Ушел я оттуда уже за полночь. В этом районе было еще немало мест, в которых я мог попытать счастья — они в это время как раз начинают работать, — но большинство из известных мне по прошлым годам заведений уже ликвидировались из-за постигшего гомосексуалистов бедствия. Однако кое-какие все-таки умудрились выжить, и даже открылось несколько новых подобных заведений; в конце концов я смог выяснить, что Джеймс Лео Мотли в этот самый момент находился в одном из них, ожидая приглашения пройти в одну из погруженных в полумрак комнаток.

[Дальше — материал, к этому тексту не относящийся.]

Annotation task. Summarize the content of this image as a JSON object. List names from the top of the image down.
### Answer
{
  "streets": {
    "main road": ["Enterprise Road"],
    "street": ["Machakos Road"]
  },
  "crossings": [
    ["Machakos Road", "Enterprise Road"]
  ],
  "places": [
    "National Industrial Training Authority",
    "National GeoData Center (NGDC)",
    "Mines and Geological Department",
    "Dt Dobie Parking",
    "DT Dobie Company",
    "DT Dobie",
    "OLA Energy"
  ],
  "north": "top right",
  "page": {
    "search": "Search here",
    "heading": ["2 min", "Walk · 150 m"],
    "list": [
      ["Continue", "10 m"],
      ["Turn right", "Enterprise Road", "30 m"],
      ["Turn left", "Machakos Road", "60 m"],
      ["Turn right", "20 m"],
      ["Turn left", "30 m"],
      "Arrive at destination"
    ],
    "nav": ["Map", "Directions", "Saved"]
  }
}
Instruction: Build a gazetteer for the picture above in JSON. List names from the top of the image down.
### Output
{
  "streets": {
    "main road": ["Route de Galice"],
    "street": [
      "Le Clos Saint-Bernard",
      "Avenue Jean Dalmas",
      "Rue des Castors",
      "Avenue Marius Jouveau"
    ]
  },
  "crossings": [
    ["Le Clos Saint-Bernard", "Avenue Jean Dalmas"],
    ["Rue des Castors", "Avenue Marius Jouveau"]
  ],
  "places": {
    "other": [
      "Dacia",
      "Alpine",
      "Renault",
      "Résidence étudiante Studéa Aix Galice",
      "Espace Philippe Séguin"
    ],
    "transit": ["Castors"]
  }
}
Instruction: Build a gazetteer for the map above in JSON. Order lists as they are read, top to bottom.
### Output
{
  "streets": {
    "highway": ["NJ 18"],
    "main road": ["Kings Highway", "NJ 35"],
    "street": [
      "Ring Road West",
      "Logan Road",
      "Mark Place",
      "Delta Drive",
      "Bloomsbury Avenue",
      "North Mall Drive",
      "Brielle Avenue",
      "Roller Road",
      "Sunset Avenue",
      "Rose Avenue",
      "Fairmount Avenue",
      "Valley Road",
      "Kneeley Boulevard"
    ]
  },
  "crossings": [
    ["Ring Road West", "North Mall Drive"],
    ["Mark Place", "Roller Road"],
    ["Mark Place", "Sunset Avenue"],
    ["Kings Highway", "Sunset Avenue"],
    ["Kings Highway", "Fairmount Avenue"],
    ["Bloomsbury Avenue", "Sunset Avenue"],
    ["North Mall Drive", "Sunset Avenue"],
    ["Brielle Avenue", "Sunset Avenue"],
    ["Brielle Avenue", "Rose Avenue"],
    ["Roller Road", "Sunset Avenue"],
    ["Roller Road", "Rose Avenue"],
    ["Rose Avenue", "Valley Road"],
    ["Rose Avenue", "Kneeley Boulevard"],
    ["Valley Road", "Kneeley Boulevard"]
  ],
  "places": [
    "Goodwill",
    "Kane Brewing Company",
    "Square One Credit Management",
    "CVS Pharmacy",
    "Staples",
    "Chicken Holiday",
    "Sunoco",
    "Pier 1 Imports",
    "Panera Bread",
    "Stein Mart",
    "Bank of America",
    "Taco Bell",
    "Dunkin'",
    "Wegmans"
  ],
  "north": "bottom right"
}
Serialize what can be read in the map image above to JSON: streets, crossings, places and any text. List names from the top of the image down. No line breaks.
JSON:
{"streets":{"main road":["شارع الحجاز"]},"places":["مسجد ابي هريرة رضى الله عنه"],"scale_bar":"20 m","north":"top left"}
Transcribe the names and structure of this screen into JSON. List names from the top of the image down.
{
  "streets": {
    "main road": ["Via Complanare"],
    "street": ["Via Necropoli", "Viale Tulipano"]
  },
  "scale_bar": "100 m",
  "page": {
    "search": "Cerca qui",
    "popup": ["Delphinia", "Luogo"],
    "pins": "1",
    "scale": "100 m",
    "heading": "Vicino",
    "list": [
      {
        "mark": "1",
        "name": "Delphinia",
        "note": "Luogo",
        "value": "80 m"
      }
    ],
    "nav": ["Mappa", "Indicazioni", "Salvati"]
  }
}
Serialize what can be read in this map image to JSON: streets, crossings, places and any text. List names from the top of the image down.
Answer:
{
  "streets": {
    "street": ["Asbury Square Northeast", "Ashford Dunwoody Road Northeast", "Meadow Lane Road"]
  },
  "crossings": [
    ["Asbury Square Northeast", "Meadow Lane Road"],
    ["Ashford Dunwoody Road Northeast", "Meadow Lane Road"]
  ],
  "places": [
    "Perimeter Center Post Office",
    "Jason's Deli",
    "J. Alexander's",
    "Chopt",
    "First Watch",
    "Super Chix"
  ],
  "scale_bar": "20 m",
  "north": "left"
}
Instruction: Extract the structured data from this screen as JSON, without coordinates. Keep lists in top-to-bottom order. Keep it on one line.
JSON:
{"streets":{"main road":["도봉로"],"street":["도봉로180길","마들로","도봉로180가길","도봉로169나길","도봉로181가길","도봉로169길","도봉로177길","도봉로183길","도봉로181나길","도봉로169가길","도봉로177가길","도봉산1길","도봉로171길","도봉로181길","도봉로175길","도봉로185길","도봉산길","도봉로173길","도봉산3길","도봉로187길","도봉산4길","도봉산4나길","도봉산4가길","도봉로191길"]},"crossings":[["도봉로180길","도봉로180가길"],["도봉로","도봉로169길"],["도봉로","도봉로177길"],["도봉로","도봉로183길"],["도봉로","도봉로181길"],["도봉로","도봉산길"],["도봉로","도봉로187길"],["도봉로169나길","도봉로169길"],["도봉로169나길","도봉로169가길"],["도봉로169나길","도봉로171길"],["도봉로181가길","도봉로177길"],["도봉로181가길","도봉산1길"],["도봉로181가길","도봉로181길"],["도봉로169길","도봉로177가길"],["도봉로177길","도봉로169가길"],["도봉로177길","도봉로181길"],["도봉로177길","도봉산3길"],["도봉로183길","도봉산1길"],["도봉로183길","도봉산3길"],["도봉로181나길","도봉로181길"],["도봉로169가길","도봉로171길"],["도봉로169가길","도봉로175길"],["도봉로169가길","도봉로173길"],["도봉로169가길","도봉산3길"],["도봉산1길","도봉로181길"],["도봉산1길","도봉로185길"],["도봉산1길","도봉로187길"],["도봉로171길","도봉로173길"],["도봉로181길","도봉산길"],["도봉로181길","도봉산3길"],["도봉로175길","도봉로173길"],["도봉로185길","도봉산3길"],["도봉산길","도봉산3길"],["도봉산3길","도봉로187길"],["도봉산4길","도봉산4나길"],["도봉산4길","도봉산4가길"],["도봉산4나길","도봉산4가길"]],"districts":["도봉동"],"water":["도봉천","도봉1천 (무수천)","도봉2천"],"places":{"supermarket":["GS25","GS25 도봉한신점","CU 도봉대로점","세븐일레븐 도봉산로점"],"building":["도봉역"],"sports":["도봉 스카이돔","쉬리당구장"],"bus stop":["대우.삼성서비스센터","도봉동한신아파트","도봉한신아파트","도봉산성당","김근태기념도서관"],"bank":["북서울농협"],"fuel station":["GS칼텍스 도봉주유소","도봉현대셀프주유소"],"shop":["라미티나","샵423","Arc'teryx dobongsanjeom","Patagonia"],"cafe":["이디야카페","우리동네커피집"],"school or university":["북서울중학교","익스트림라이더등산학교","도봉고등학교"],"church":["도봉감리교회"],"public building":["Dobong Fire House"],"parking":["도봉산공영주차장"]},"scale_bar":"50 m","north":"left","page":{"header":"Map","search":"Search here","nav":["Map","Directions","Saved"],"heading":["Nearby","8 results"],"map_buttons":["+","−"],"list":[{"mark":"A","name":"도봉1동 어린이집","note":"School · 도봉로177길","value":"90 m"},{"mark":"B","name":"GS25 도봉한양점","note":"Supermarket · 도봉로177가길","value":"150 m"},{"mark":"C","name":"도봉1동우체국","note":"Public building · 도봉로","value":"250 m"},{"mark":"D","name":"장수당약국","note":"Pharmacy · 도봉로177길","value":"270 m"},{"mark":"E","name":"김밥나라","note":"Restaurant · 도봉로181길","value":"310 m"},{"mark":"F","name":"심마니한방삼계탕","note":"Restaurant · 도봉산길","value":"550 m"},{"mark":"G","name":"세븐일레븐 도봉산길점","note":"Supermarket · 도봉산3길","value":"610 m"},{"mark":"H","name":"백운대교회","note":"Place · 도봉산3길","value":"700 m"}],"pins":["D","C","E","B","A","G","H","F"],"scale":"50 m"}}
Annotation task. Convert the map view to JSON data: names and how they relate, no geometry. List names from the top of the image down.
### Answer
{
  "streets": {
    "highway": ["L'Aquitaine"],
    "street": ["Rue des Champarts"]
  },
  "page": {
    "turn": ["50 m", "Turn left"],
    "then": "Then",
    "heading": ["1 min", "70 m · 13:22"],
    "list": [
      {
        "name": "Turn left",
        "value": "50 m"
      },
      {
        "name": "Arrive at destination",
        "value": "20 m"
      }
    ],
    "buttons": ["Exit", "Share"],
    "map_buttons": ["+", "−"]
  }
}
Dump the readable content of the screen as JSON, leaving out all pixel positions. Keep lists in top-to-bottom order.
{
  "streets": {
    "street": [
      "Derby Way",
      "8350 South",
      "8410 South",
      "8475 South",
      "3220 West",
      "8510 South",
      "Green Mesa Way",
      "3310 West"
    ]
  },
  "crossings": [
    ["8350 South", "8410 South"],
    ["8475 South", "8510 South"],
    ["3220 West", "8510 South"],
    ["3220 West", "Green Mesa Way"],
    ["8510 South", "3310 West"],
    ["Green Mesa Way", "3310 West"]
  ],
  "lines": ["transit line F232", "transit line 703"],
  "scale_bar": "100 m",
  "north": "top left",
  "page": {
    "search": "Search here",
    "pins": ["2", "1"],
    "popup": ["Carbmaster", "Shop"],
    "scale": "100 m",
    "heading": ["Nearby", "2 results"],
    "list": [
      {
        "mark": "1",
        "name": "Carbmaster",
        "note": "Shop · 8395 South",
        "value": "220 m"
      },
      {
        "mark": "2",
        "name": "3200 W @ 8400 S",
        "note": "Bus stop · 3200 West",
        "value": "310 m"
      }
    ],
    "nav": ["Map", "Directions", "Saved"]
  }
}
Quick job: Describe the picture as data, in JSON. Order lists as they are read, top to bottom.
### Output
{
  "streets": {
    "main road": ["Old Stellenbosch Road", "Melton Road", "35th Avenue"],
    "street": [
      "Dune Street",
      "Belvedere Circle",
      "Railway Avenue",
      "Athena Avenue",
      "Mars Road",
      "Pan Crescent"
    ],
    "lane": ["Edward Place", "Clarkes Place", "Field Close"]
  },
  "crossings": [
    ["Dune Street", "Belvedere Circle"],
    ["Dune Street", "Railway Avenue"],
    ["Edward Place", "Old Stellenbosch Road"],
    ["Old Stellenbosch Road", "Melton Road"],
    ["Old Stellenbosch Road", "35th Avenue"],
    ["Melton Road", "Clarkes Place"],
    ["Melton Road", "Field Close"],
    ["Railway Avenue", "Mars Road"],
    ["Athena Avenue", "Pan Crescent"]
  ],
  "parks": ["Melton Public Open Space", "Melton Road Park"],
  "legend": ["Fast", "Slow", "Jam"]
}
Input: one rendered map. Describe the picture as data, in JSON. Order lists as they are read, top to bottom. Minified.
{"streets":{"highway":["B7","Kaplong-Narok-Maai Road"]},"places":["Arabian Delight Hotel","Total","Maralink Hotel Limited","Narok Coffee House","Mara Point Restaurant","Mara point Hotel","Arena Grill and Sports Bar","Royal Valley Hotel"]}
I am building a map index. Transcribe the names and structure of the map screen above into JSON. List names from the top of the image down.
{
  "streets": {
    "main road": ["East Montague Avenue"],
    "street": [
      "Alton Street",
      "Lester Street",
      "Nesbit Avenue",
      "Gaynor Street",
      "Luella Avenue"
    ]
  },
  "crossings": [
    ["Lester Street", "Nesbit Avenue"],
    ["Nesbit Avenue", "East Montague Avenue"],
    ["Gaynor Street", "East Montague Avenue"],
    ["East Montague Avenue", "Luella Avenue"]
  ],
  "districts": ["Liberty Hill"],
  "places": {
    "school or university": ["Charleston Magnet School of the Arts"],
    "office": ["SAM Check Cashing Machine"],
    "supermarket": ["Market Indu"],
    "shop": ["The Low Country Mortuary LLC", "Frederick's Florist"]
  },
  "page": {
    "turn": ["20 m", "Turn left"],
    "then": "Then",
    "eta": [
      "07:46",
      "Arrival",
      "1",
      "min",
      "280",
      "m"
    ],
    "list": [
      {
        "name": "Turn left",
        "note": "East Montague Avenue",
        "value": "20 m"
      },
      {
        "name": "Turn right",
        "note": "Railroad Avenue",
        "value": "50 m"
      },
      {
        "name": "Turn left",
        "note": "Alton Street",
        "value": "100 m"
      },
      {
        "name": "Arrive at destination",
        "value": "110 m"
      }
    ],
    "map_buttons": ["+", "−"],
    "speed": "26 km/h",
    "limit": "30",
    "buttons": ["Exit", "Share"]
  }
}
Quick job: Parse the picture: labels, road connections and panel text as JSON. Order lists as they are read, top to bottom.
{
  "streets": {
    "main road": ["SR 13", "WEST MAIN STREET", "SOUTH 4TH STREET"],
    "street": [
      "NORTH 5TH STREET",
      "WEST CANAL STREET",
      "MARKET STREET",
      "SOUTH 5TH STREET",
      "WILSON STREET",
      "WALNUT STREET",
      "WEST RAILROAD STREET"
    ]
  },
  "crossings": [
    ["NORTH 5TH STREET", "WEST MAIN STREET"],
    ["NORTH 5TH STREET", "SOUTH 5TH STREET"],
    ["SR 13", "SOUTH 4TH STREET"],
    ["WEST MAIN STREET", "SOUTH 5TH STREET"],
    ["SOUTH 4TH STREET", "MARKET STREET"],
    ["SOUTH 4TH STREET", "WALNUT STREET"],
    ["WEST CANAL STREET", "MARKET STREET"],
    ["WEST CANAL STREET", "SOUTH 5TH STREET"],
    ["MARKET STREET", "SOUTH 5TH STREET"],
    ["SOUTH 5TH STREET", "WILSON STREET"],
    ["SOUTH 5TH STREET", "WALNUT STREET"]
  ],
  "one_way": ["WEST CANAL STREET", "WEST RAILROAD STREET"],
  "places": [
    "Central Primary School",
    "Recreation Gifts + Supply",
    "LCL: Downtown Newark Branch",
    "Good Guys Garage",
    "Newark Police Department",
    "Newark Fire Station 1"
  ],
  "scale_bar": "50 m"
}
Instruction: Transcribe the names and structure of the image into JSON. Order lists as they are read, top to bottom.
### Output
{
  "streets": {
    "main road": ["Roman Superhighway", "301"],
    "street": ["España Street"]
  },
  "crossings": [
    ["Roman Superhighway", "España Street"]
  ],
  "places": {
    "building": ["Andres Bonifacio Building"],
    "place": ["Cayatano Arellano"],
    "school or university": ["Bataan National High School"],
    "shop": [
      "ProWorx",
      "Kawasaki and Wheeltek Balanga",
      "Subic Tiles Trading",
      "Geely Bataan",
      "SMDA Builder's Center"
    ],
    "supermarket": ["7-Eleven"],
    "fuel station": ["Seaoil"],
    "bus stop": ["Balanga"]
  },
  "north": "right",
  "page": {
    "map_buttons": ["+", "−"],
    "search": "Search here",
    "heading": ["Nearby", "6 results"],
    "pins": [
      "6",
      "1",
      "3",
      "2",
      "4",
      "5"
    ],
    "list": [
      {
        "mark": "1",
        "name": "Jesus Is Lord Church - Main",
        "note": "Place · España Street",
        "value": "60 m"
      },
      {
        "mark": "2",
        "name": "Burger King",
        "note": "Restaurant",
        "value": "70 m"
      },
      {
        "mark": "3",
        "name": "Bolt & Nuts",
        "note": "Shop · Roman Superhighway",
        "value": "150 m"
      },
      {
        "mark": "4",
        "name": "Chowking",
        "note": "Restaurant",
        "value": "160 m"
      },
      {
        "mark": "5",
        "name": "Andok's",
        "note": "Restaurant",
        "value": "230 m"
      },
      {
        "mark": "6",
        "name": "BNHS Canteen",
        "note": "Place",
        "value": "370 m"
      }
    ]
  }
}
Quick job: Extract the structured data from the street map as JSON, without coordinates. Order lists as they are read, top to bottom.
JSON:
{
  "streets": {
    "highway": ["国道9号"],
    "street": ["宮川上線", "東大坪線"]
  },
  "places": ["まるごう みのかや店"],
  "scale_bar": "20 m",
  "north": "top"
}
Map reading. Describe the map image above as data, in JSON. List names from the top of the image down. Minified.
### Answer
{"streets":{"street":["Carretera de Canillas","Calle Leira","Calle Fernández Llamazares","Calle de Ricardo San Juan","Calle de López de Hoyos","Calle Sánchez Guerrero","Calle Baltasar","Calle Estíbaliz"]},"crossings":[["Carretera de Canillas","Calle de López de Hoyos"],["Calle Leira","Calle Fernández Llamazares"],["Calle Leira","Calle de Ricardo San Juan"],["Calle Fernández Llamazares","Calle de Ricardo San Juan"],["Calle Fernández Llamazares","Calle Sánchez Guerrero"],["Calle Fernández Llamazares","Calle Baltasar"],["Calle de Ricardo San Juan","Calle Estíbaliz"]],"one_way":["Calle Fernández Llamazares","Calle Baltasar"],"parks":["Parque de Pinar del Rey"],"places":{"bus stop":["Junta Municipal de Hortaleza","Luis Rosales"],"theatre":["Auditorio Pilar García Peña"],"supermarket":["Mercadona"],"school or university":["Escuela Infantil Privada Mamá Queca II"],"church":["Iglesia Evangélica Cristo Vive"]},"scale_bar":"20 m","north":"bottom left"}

Но было уже очень поздно, и я не смог найти в себе сил встретиться с ним прямо сейчас. Я решил пройти пешком с десяток кварталов, пытаясь прочистить легкие от смешавшихся вместе застоявшихся запахов пива, сточных вод, пропитавшейся потом кожи и амилнитрата, по которым можно с уверенностью отличить это царство похоти от любого другого места в Нью-Йорке. Прогулка действительно помогла мне, и я собрался так и идти пешком до самого дома, как будто и не прошагал перед этим столько миль, но вскоре мне попалось пустое такси, и в нем я проделал остававшуюся часть пути.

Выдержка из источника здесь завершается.